A Lava-Jato na berlinda (por Míriam Leitão) – Heron Cid
Bastidores

A Lava-Jato na berlinda (por Míriam Leitão)

11 de junho de 2019 às 11h00
Deltan e Moro no evento "Mãos Limpas e Lava-Jato", em 2017 | Edilson Dantas

Dois ministros de tribunais superiores avaliaram ontem que as conversas entre o ex-juiz Sérgio Moro e o procurador Deltan Dallagnol não deveriam ocorrer da forma como ocorreram, mas ao mesmo tempo um deles disse que dificilmente o julgamento do ex-presidente Lula será revertido. Um dos militares com cargo no atual governo admitiu que “bom não é”, ao se referir aos diálogos já divulgados pelo site “Intercept Brasil”. A ordem no Planalto é de ser o mais cuidadoso possível em qualquer declaração sobre o assunto, mas o clima é de constrangimento.

Um dos ministros acha que há nos diálogos “uma clara violação à lei” brasileira que veda a proximidade entre o juiz e as partes para evitar “combinações”. Outro acrescentou que no Judiciário é fundamental a “publicidade e a transparência”. Em países como Portugal, por exemplo, existe a figura do “juiz de instrução”, que trabalha com as partes para a consolidação das provas. Mas exatamente por causa desse envolvimento ele não julga a causa.

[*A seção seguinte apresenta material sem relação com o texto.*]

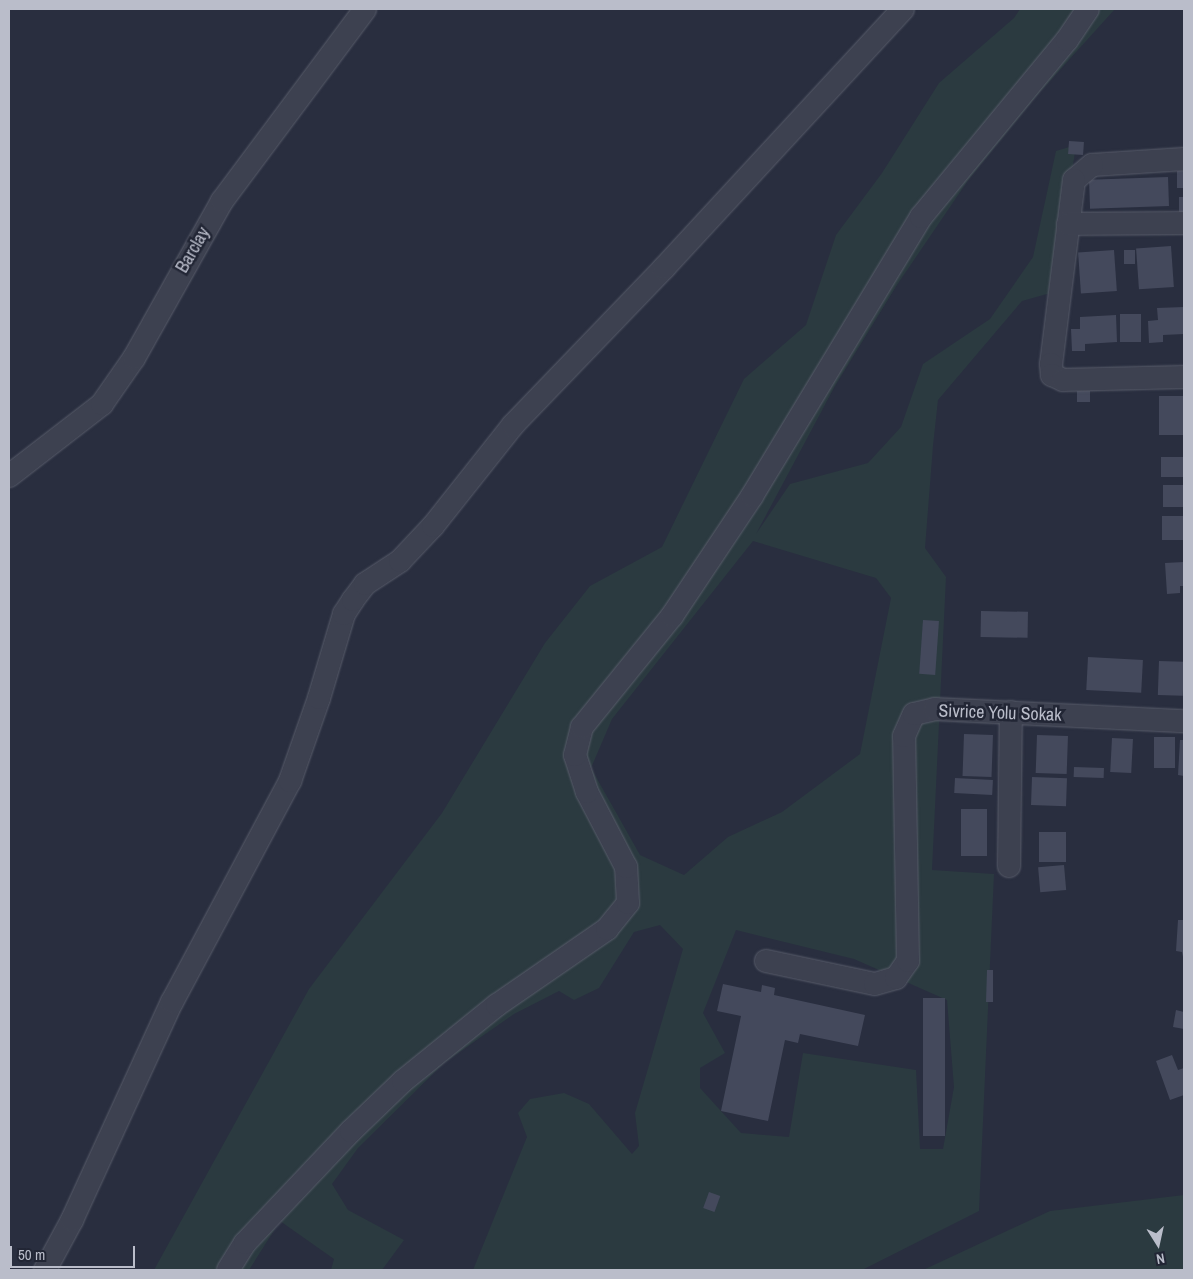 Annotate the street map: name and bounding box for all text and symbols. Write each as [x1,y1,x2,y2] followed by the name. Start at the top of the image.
[171,223,215,277] street label: Barclay
[938,700,1062,726] street label: Sivrice Yolu Sokak
[1133,1219,1183,1269] north arrow
[12,1236,138,1268] scale bar
[18,1244,45,1265] text: 50 m
[1155,1249,1166,1268] text: N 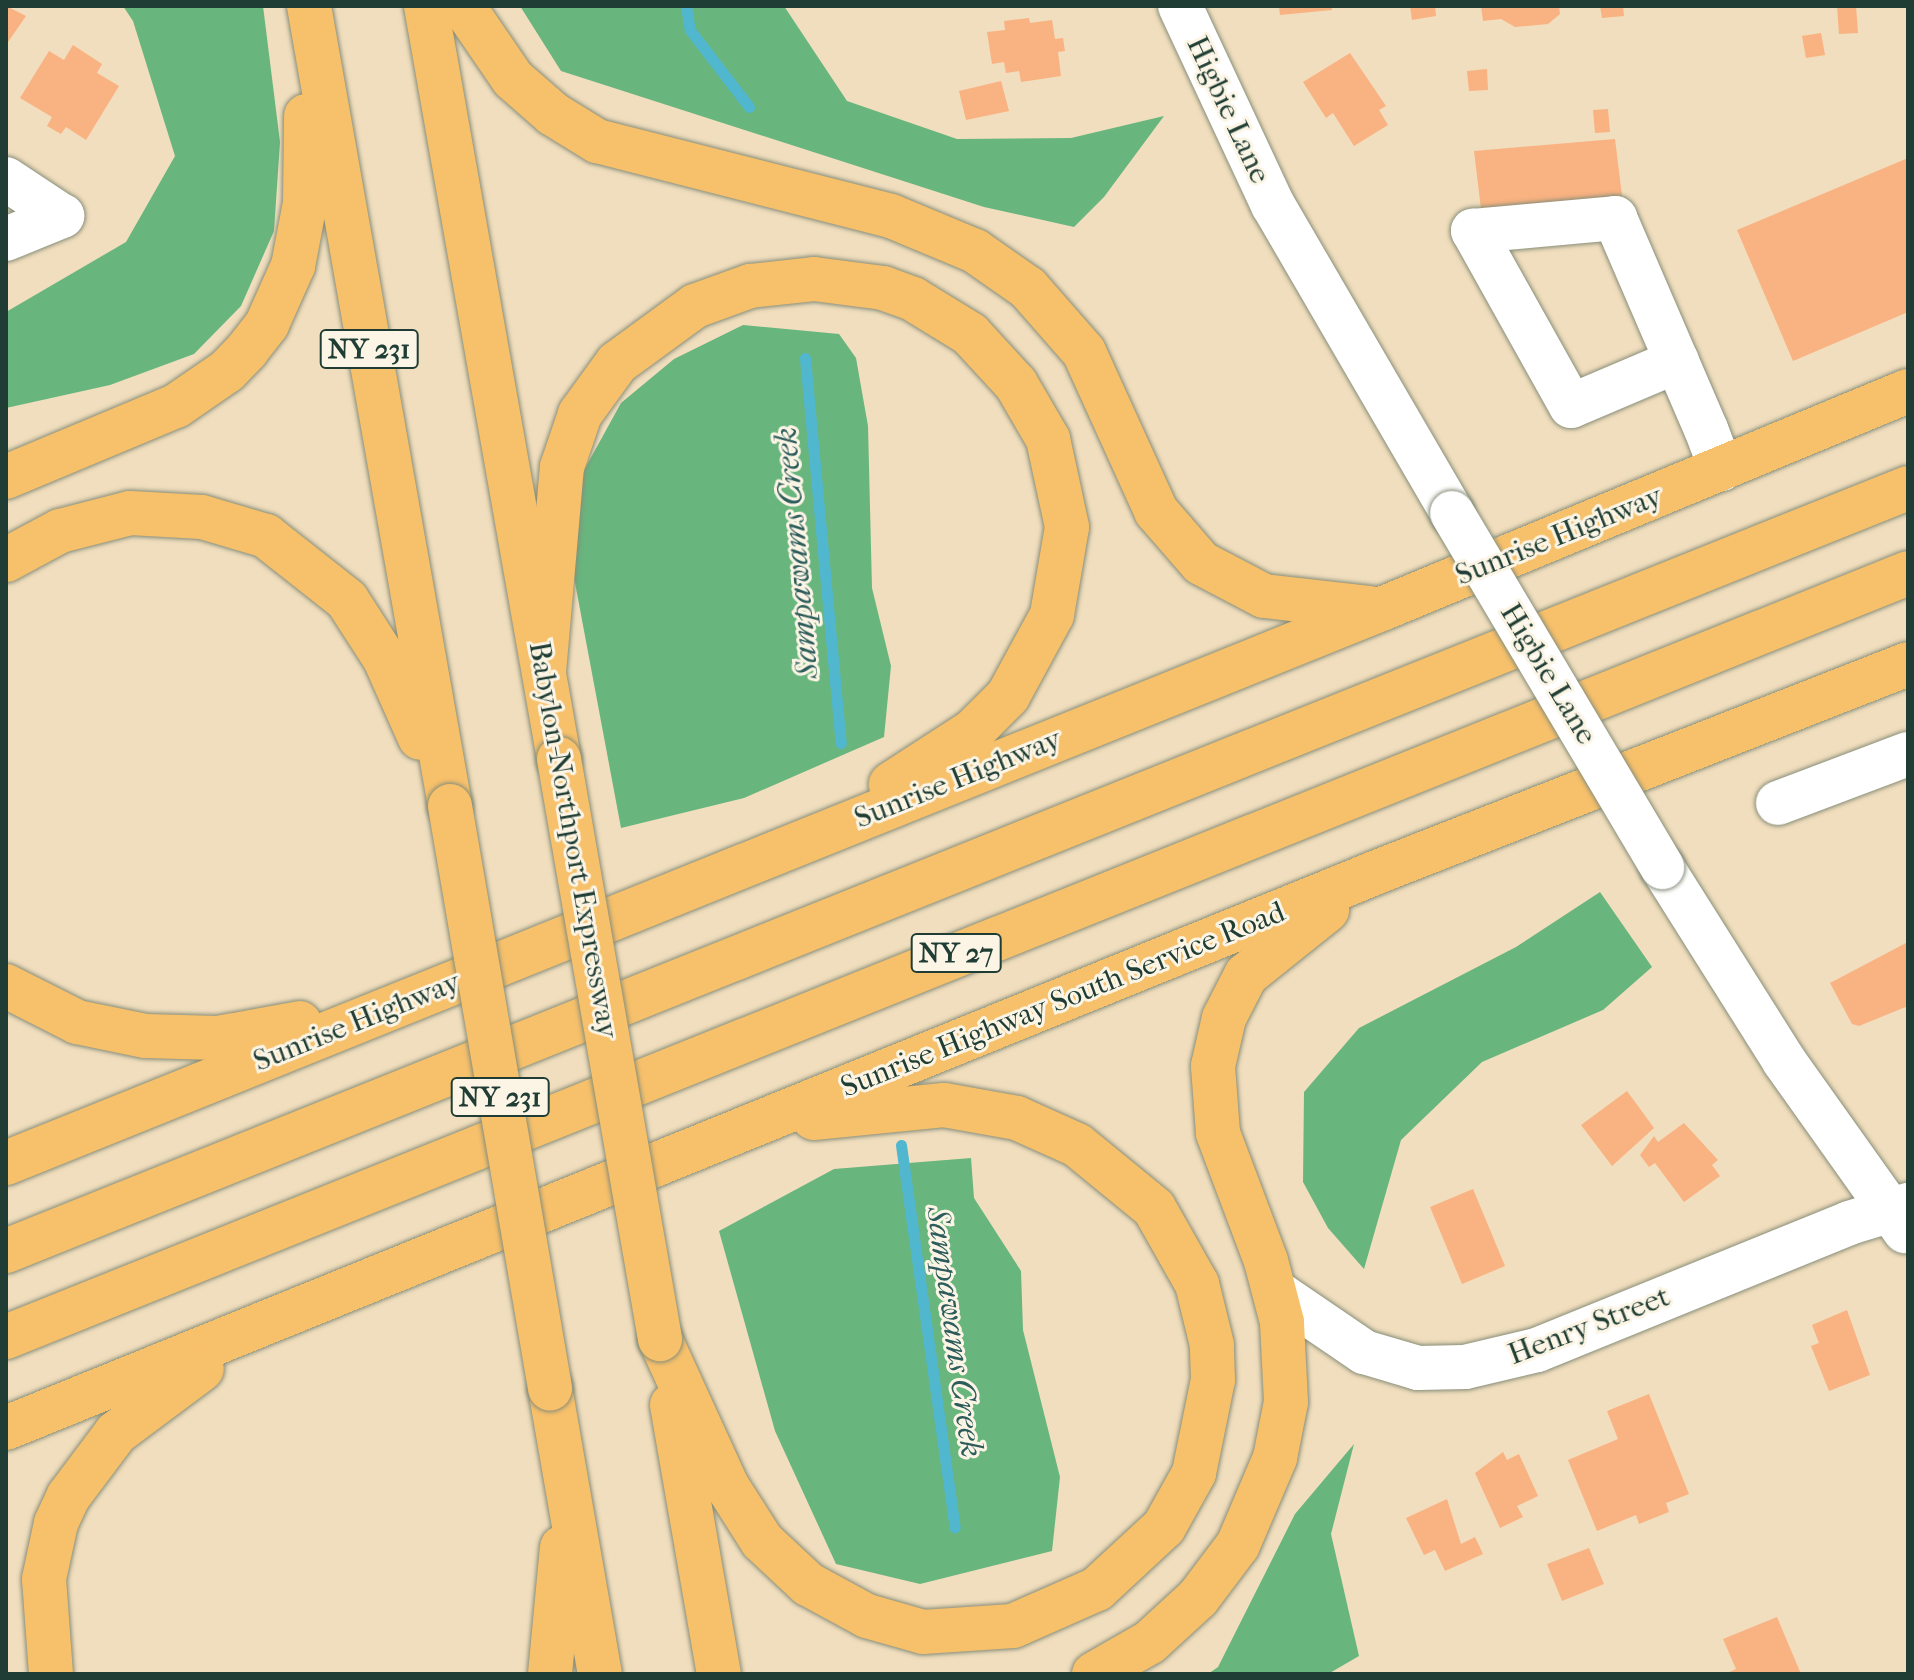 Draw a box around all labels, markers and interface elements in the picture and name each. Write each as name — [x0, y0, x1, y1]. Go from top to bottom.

No Brasil, essa ideia de um juiz de instrução chegou a ser pensada, mas nunca foi aprovada.

Há uma ação em que os advogados do ex-presidente arguiram a suspeição do ex-juiz Sérgio Moro depois que ele aceitou o convite para ser ministro do governo Bolsonaro. A 2ª Turma analisou, o ministro Edson Fachin iria indeferir, mas o ministro Gilmar Mendes pediu vista. Está parado desde dezembro. A questão é, diante dos fatos que foram revelados, isso poderia mudar?

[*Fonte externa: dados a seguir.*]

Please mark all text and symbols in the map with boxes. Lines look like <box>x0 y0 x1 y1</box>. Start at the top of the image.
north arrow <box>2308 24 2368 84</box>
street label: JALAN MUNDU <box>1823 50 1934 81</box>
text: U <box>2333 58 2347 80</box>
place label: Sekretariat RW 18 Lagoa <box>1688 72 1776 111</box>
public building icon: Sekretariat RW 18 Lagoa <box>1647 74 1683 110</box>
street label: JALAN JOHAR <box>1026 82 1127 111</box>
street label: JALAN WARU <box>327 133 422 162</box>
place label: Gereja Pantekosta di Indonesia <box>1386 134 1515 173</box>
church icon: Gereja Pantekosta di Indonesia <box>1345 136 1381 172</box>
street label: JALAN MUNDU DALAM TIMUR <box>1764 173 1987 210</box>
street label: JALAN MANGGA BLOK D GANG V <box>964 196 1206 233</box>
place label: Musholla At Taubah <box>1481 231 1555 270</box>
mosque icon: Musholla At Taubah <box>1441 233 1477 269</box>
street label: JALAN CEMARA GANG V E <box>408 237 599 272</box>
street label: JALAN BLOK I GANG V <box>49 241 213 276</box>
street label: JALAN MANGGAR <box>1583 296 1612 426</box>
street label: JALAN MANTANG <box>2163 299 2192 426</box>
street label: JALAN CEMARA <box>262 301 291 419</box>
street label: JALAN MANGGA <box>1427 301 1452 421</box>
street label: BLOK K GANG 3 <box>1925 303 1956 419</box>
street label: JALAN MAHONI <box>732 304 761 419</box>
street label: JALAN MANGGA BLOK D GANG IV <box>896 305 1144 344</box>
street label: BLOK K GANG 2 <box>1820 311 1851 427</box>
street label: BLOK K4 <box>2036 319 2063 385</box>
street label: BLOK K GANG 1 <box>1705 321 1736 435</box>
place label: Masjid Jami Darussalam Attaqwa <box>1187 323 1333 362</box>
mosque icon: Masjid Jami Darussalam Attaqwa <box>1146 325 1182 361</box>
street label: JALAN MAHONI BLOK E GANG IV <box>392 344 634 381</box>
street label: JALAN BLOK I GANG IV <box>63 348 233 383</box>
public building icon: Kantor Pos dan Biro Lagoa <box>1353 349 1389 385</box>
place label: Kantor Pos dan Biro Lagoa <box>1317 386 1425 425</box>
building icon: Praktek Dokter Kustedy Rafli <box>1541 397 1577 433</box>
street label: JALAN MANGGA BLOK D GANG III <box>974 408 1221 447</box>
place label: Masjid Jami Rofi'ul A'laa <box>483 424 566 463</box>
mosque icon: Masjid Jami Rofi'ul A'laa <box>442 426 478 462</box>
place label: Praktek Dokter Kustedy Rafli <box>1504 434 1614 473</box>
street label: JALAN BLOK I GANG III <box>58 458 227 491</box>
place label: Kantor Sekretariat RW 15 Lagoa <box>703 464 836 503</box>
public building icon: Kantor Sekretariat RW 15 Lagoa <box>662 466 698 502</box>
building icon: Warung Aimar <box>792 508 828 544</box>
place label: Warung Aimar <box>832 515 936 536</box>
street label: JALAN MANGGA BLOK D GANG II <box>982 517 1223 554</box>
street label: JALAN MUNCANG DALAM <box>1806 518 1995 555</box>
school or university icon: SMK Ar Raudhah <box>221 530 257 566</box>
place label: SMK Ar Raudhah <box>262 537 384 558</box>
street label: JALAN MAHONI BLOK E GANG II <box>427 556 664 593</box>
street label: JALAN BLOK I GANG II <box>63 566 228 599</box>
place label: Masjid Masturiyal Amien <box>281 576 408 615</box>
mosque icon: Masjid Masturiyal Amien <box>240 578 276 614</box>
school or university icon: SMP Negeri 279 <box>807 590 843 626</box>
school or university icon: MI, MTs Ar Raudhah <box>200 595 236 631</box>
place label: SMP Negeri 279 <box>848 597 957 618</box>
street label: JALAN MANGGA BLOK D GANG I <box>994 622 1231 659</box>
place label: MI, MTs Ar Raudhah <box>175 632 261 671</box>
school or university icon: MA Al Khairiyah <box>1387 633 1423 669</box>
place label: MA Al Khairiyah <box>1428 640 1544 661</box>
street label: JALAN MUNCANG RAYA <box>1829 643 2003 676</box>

— Não acredito. Isso é quase impossível. Para nós o fato consumado tem uma força muito grande. São processos julgados, são processos instruídos. Dificilmente um órgão julgador vai reverter esse quadro. No caso dele, chegou ao Superior Tribunal de Justiça, voltar à estaca zero é muito difícil — disse um desses integrantes de tribunais superiores ouvidos ontem pela coluna.

O que se diz no Planalto é que houve um crime praticado por quem hackeou os aparelhos celulares e os aplicativos de mensagens do ex-juiz e dos procuradores. E que agora é preciso aguardar um pouco mais para se entender o contexto e todos os eventos relacionados com o fato.

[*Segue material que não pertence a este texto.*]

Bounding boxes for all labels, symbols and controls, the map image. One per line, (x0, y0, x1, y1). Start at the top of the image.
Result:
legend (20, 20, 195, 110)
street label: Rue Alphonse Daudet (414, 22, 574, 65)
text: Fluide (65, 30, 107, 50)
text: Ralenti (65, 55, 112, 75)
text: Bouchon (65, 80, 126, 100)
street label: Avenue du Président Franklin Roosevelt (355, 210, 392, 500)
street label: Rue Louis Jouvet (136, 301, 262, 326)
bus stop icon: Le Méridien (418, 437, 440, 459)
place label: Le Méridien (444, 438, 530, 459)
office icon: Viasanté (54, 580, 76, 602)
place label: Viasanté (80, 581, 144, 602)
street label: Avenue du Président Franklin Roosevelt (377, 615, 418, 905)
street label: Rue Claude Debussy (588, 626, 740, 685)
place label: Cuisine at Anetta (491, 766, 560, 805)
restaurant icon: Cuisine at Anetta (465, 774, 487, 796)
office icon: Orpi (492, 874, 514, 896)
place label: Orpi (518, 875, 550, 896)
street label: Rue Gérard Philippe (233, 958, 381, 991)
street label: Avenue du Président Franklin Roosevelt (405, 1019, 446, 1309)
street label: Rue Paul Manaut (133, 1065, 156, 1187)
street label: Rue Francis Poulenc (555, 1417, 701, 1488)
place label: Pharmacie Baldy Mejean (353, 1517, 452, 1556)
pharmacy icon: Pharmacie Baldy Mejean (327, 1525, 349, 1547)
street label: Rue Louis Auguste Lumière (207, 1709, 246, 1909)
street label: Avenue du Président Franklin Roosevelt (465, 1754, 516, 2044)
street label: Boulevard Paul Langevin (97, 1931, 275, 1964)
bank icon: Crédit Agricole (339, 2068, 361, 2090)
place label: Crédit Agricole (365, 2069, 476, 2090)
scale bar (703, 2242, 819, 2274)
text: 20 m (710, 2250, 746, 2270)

O ex-juiz Moro e o coordenador da Força-Tarefa não deveriam ter trocado informações fora dos autos e das conversas protocolares. Mas é difícil, diante de tantas evidências, achar que tudo o que houve na Lava-Jato durante cinco anos foi fruto de um conluio e apenas com o intuito de evitar uma candidatura. É incontornável o fato de que a operação tem revelado um volume exorbitante de atos de corrupção de políticos de diversos partidos, de empresários réus confessos, de operadores vindos do mundo das sombras.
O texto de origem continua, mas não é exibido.